Au Bénin, les chefs coutumiers entre confiance populaire et neutralité politique

Au Bénin, les chefs coutumiers incarnent un pilier essentiel de l’identité nationale, alliant héritage culturel et rôle social. Leur légitimité, à la fois morale et historique, s’ancre dans des siècles de traditions qui structurent le vivre-ensemble au sein des communautés. Cette reconnaissance dépasse le cadre symbolique : elle est désormais encadrée par une loi récente qui structure leur fonctionnement et leurs missions.

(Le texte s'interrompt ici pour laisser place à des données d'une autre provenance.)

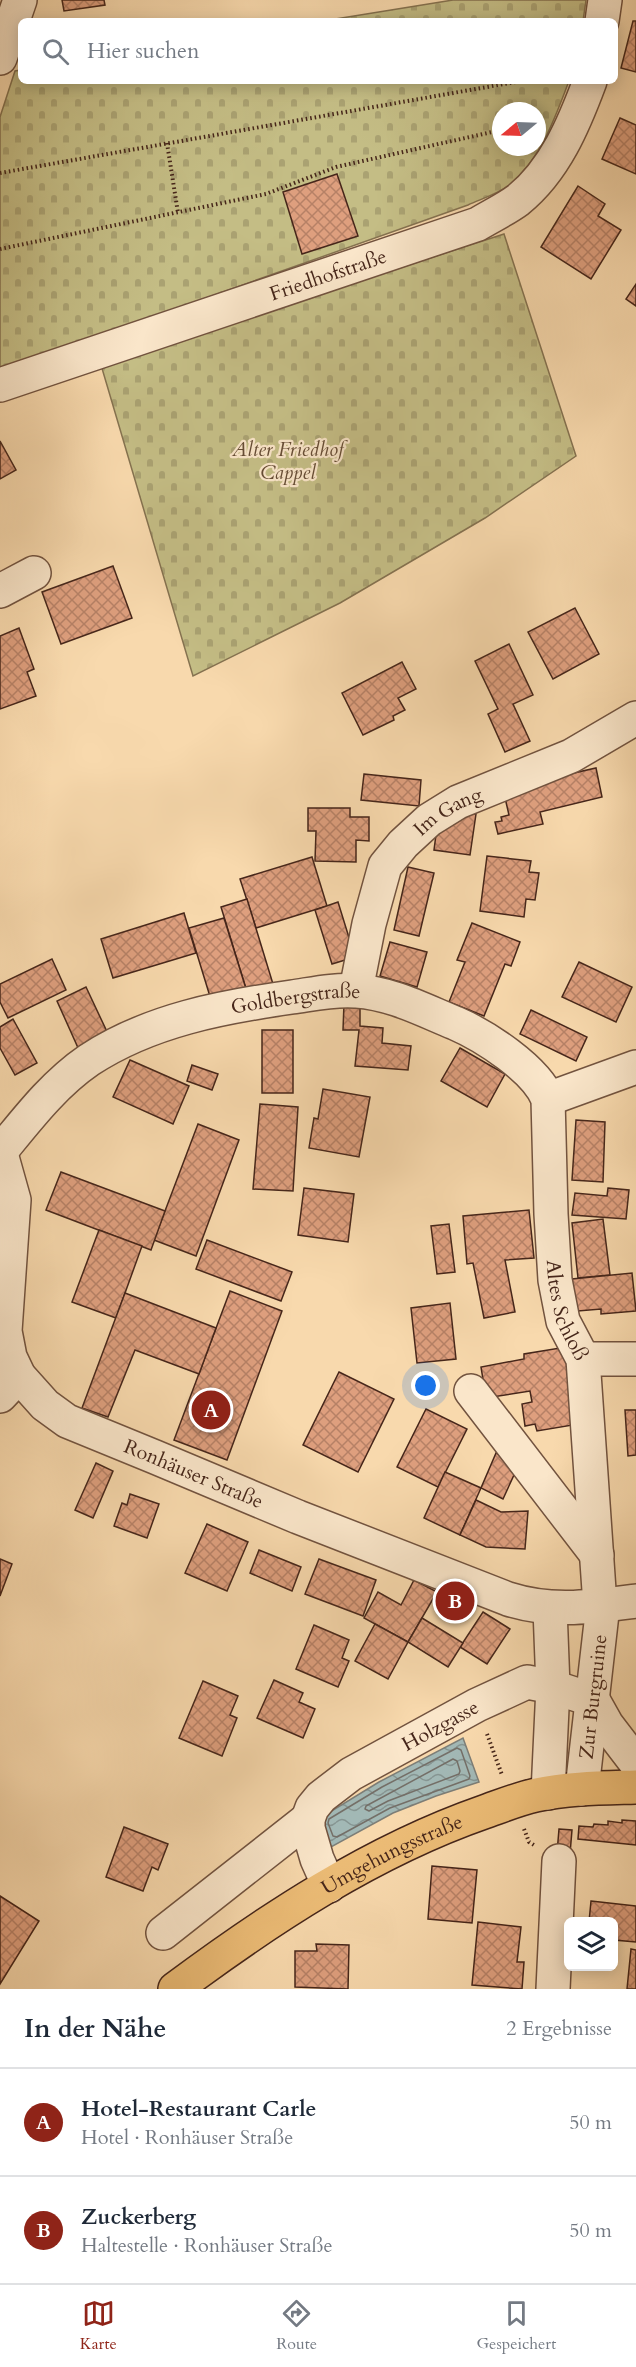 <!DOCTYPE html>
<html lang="de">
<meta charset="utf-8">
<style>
body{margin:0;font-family:Cardo,serif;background:#f6f6f7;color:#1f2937}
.controls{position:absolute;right:18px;bottom:18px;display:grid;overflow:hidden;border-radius:9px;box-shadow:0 3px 15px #0003}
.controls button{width:54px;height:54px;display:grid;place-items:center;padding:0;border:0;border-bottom:2px solid #e0e1e3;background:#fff;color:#1f2937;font:30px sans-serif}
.compass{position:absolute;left:492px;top:102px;width:54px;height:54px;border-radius:50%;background:#fff;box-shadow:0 3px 15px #0003;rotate:251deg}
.you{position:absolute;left:426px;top:1386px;width:21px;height:21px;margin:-15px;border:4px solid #fff;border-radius:50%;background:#1a73e8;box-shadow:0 0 0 9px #1a73e833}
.badge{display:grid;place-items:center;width:39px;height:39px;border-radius:50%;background:#8f2418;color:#fff;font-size:20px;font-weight:700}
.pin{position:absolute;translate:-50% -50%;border:3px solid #fff;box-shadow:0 2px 6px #0006}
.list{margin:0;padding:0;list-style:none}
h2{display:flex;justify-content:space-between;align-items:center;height:78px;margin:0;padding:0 24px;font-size:26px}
h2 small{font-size:20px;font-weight:400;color:#747a83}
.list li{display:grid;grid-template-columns:39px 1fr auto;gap:18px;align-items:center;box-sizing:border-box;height:108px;padding:0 24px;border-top:2px solid #e0e1e3}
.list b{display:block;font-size:22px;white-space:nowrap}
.list p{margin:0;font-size:20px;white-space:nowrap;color:#747a83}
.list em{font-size:20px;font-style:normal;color:#747a83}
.icon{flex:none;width:33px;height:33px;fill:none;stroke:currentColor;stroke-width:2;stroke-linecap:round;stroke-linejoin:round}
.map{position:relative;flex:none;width:636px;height:1989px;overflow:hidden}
.search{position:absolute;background:#fff;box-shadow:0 3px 15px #0003;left:18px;right:18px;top:18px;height:66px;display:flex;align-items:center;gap:15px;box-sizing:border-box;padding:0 21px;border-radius:9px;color:#747a83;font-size:22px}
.sheet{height:294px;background:#fff}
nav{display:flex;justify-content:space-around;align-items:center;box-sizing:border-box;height:84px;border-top:2px solid #e0e1e3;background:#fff;font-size:16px;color:#747a83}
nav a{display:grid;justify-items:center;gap:3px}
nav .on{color:#8f2418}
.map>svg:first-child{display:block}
.cemetery{fill:url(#cemetery-stones);stroke:#857250;stroke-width:1.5;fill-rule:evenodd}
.water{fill:url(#water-waves);stroke:#7d7e77;stroke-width:1.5}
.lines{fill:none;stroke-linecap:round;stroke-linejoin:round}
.shore{stroke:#746f68;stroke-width:1.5}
.building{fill:url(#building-cross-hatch);stroke:#46261a;stroke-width:1.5}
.minor-casing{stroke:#72533f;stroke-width:36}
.major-casing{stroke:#46261a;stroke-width:36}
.path{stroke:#46261a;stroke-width:4;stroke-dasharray:1.5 3;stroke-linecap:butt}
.minor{stroke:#fae6ca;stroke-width:33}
.major{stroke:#ecbc76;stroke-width:33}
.labels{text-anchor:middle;stroke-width:4.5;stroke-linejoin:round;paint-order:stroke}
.street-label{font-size:20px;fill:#46261a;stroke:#fae6ca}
.park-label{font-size:20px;font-style:italic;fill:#664c35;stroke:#fae6ca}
</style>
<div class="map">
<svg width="636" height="1989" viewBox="0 0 636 1989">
<defs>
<pattern id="cemetery-stones" width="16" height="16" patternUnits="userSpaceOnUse" patternTransform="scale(1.5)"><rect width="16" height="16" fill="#c4bd85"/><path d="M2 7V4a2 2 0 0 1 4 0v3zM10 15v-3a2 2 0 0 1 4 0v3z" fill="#aaa272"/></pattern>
<pattern id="water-waves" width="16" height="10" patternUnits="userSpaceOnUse" patternTransform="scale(1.5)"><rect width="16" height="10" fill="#a2b8b5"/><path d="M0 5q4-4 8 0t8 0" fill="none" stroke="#869592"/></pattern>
<pattern id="building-cross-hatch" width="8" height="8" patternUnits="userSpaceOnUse" patternTransform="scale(1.5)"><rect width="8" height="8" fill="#de9f7e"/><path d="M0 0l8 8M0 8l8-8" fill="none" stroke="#b68166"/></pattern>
</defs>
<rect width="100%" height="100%" fill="#f8d9ad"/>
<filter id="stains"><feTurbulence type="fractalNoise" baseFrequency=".00333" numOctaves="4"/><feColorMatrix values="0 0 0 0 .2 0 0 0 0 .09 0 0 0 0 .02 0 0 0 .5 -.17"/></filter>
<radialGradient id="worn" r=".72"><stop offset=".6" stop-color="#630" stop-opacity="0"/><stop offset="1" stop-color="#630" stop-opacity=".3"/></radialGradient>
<g class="cemetery">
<polygon points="453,0 586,0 583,21 323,21"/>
<path d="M 21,70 L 21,81 L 569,81 C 555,117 541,160 509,185 C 498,194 481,199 468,205 L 0,371 L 0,117 L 15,71 ZM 501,111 L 537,111 L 537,147 L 501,147 Z"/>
<polygon points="504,234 576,456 485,518 340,603 193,676 101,365"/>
</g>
<polygon class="water" points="463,1738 479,1782 436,1796 393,1813 331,1847 320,1818 379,1782"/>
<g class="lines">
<g class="shore">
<polygon points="457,1748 461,1750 470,1776 469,1779 390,1808 337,1837 333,1836 328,1823 329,1819 382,1787"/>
<polygon points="453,1759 457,1761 460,1771 459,1774 388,1801 369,1811 365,1809 366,1806"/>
</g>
</g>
<g class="building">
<polygon points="62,0 104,0 105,5 64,11"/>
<polygon points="633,21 636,21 636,72 621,68"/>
<polygon points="620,118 636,125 636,174 602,159"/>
<polygon points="337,174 358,236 302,254 283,192"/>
<polygon points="578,186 605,204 598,216 621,230 591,279 541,247"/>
<polygon points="636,284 636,306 626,299"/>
<polygon points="0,441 16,470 0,479"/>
<polygon points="113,566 132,618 61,644 42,592"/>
<polygon points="575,608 599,654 553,679 528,632"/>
<polygon points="19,628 34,669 27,672 36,696 0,709 0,636"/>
<polygon points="509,644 533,695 513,704 530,741 505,752 488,714 498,709 475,661"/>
<polygon points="402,662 416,689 398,698 405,710 393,716 394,720 363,735 342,693"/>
<polygon points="596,768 602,797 540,812 543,824 498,834 495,822 502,821 501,817 509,815 503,789"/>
<polygon points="364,774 421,780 419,806 361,800"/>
<polygon points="308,808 350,808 350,817 369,817 369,841 356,840 356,862 315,861 316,831 308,831"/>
<polygon points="452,811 476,814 470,855 434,850 437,827"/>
<polygon points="487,856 531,861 529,872 539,873 535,900 526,899 524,917 480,911"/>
<polygon points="312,857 327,906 256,928 240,879"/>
<polygon points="408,867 434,873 419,936 394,930"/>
<polygon points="247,899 273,984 247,992 221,907"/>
<polygon points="338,902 355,957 332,964 315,910"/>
<polygon points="184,913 196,953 113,978 101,939"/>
<polygon points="224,918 247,992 212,1003 189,928"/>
<polygon points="472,923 520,942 511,966 505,964 484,1016 449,1002 465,962 457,960"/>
<polygon points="390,942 427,952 417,987 380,976"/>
<polygon points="52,959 66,990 8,1018 0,1002 0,984"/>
<polygon points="579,962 632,987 616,1022 562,997"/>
<polygon points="86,987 109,1036 79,1050 57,1001"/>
<polygon points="344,1004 360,1004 360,1026 383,1028 382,1043 411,1046 408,1070 355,1066 359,1030 343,1030"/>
<polygon points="531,1010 587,1037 576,1061 520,1034"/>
<polygon points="13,1019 37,1063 15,1075 0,1048 0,1027"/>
<rect x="262" y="1030" width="31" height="63"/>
<polygon points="460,1048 505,1074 487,1107 441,1081"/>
<polygon points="130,1060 189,1086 173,1124 113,1097"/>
<polygon points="192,1065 218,1074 212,1090 187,1081"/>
<polygon points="323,1089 370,1097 359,1157 309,1148 314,1118 318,1119"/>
<polygon points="260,1104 298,1107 293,1191 253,1189"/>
<polygon points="576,1120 605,1122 603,1182 572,1180"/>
<polygon points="198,1124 239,1140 196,1256 154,1240"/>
<polygon points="61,1172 165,1211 151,1250 46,1210"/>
<polygon points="304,1188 354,1194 348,1242 298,1235"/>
<polygon points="608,1188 629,1190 626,1219 572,1215 575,1193 607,1196"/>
<polygon points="529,1210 534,1258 505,1260 515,1312 484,1318 473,1263 467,1264 463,1216"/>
<polygon points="603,1219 610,1275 578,1278 572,1223"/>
<polygon points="449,1224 455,1272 437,1274 431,1226"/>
<polygon points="99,1230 142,1246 116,1318 72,1302"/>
<polygon points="207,1240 292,1272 281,1301 196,1269"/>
<polygon points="632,1273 636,1311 601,1314 601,1309 566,1312 562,1280"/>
<polygon points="230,1291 282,1311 227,1460 174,1440"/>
<polygon points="125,1293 216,1328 199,1374 135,1350 108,1417 82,1408"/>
<polygon points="450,1303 456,1359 417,1363 411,1308"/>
<polygon points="566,1347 579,1424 537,1431 535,1424 525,1426 522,1404 532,1402 530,1391 486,1398 481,1367 524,1359 524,1354"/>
<polygon points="339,1372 394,1399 358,1472 303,1445"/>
<polygon points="426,1409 467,1429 438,1487 397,1467"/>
<polygon points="625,1410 636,1410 636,1455 628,1456"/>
<polygon points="496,1453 519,1464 503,1499 481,1488"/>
<polygon points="96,1463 113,1471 93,1518 75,1510"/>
<polygon points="445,1472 481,1488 460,1535 424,1518"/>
<polygon points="130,1494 159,1504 147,1538 114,1526 122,1503 127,1505"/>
<polygon points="476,1500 501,1512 528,1511 525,1549 486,1547 460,1535"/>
<polygon points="207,1524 248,1542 227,1591 185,1573"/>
<polygon points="259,1550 301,1567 292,1591 250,1573"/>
<polygon points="0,1559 12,1564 0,1596"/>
<polygon points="319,1559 376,1580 363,1616 305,1594"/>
<polygon points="414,1580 437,1592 408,1642 364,1618 378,1592 401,1605"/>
<polygon points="483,1612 510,1629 487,1664 460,1647"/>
<polygon points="422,1618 463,1643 448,1667 408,1642"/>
<polygon points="375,1624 408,1642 388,1679 355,1661"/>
<polygon points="314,1625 349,1640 342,1658 349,1661 338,1687 296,1669"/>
<polygon points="274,1680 303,1693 299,1702 315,1709 303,1738 257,1718"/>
<polygon points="203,1681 238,1696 230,1715 237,1718 222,1756 179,1738"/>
<polygon points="622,1820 636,1821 636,1845 578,1839 579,1826 593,1827 594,1824 608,1825 608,1821 622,1823"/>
<polygon points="124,1827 168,1844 158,1870 152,1867 143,1891 106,1877"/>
<polygon points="559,1829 572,1830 570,1854 557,1853"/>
<polygon points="432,1866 477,1870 472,1923 428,1919"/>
<polygon points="0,1896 39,1921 0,1984"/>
<polygon points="591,1901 636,1906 636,1942 614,1940 614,1922 589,1922"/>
<polygon points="478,1922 521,1927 517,1962 524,1962 522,1989 472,1985"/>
<polygon points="316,1944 349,1945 348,1989 295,1987 295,1951 317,1951"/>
<polygon points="631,1949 636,1950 636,1989 627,1989"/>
</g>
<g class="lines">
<defs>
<g id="minor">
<polyline points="602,21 605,0"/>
<polyline points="0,58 20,0"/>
<path id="s1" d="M 0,385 L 478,224 C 491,216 506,209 518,200 C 555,170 574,124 590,81"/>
<polyline points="0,591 34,573"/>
<path id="s2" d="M 356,990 L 369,924 L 385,866 L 403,844 L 429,820 L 458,802 L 571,756 L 636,718"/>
<polyline points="548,1099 636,1067"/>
<path id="s3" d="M 0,1150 L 14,1200 L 5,1331 L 10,1357 L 19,1376 L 45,1405 L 67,1421 L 155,1457 L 298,1517 L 508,1599 C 552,1613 590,1607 636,1601"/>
<path id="s4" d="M 1,1151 C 28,1118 54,1084 89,1060 C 150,1020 222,1007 292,997 C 313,994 335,989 356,991 C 391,993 423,1010 455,1023 C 485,1036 536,1069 548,1099 L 551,1214 L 555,1280 L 563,1321 L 583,1359 L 600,1605"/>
<polyline points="583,1359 636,1359"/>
<polyline points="471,1391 597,1555"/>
<polyline points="0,1396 19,1376"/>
<path id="s5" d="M 582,1789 L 603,1605"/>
<polyline points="548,1793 553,1687 550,1609"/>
<path id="s6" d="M 329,1886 L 317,1859 L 308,1828 L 308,1819 L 312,1808 L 321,1797 L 351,1774 L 477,1705 L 527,1682 L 553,1687 L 593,1700 L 607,1725 L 636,1763"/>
<polyline points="163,1933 308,1819"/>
<polyline points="553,1989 559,1861"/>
</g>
<g id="major">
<path id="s7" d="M 175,1989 C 269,1919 372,1851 484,1812 C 501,1806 518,1799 536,1795 C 569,1788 602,1788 636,1787"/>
</g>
</defs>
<use href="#minor" class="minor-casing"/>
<use href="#major" class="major-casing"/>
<g class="path">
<polyline points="167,143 178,213"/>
<polyline points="0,173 521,81"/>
<polyline points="0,249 266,194 336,167 501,130"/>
<polyline points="487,1734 502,1775"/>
<polyline points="524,1829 529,1842 534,1845"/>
</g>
<use href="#minor" class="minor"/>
<use href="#major" class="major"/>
</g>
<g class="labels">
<g class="street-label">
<text dy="7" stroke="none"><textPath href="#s1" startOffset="346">Friedhofstraße</textPath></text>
<text dy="7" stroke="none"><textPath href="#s2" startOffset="212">Im Gang</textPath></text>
<text dy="7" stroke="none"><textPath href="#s4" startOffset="345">Goldbergstraße</textPath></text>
<text dy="7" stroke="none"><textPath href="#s4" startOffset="846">Altes Schloß</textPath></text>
<text dy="7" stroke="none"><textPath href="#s3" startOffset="434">Ronhäuser Straße</textPath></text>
<text dy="7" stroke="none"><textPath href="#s5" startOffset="93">Zur Burgruine</textPath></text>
<text dy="7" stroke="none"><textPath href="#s6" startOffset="236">Holzgasse</textPath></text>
<text dy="7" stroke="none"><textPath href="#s7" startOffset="256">Umgehungsstraße</textPath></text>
</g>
<g class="park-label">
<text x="288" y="456">Alter Friedhof<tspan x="288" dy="23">Cappel</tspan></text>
</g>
</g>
<rect width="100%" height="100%" filter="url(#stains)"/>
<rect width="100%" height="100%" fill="url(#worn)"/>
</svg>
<div class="controls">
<button><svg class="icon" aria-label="layers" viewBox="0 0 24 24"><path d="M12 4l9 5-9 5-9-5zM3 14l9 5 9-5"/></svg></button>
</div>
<svg class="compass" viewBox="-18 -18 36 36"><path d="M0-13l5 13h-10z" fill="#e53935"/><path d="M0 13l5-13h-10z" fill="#747a83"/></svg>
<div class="you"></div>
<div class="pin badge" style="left:211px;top:1410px">A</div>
<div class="pin badge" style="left:455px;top:1601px">B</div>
<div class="search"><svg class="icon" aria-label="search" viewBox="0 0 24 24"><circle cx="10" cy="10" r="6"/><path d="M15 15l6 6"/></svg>Hier suchen</div>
</div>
<section class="sheet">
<h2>In der Nähe<small>2 Ergebnisse</small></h2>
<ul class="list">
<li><span class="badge">A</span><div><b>Hotel-Restaurant Carle</b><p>Hotel · Ronhäuser Straße</p></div><em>50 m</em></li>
<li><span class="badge">B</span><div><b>Zuckerberg</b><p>Haltestelle · Ronhäuser Straße</p></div><em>50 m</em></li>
</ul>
</section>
<nav>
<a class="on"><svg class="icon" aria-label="map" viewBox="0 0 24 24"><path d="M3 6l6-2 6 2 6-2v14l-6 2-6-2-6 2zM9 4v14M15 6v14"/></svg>Karte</a>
<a><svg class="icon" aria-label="directions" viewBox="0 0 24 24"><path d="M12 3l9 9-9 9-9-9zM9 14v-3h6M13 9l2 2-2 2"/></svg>Route</a>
<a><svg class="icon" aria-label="saved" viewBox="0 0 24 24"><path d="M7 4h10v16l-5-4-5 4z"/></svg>Gespeichert</a>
</nav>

La loi n°2025-09 du 3 avril 2025, adoptée pour formaliser leur statut, définit clairement leurs prérogatives. Parmi celles-ci figurent la médiation dans les conflits locaux, la promotion de la cohésion sociale et la préservation des spécificités culturelles. Cette réforme a permis d’officialiser 16 royaumes et 90 chefferies traditionnelles, offrant ainsi une base légale à leur action. Leur contribution au développement des territoires est également reconnue, bien que leur rôle dans l’économie reste souvent informel.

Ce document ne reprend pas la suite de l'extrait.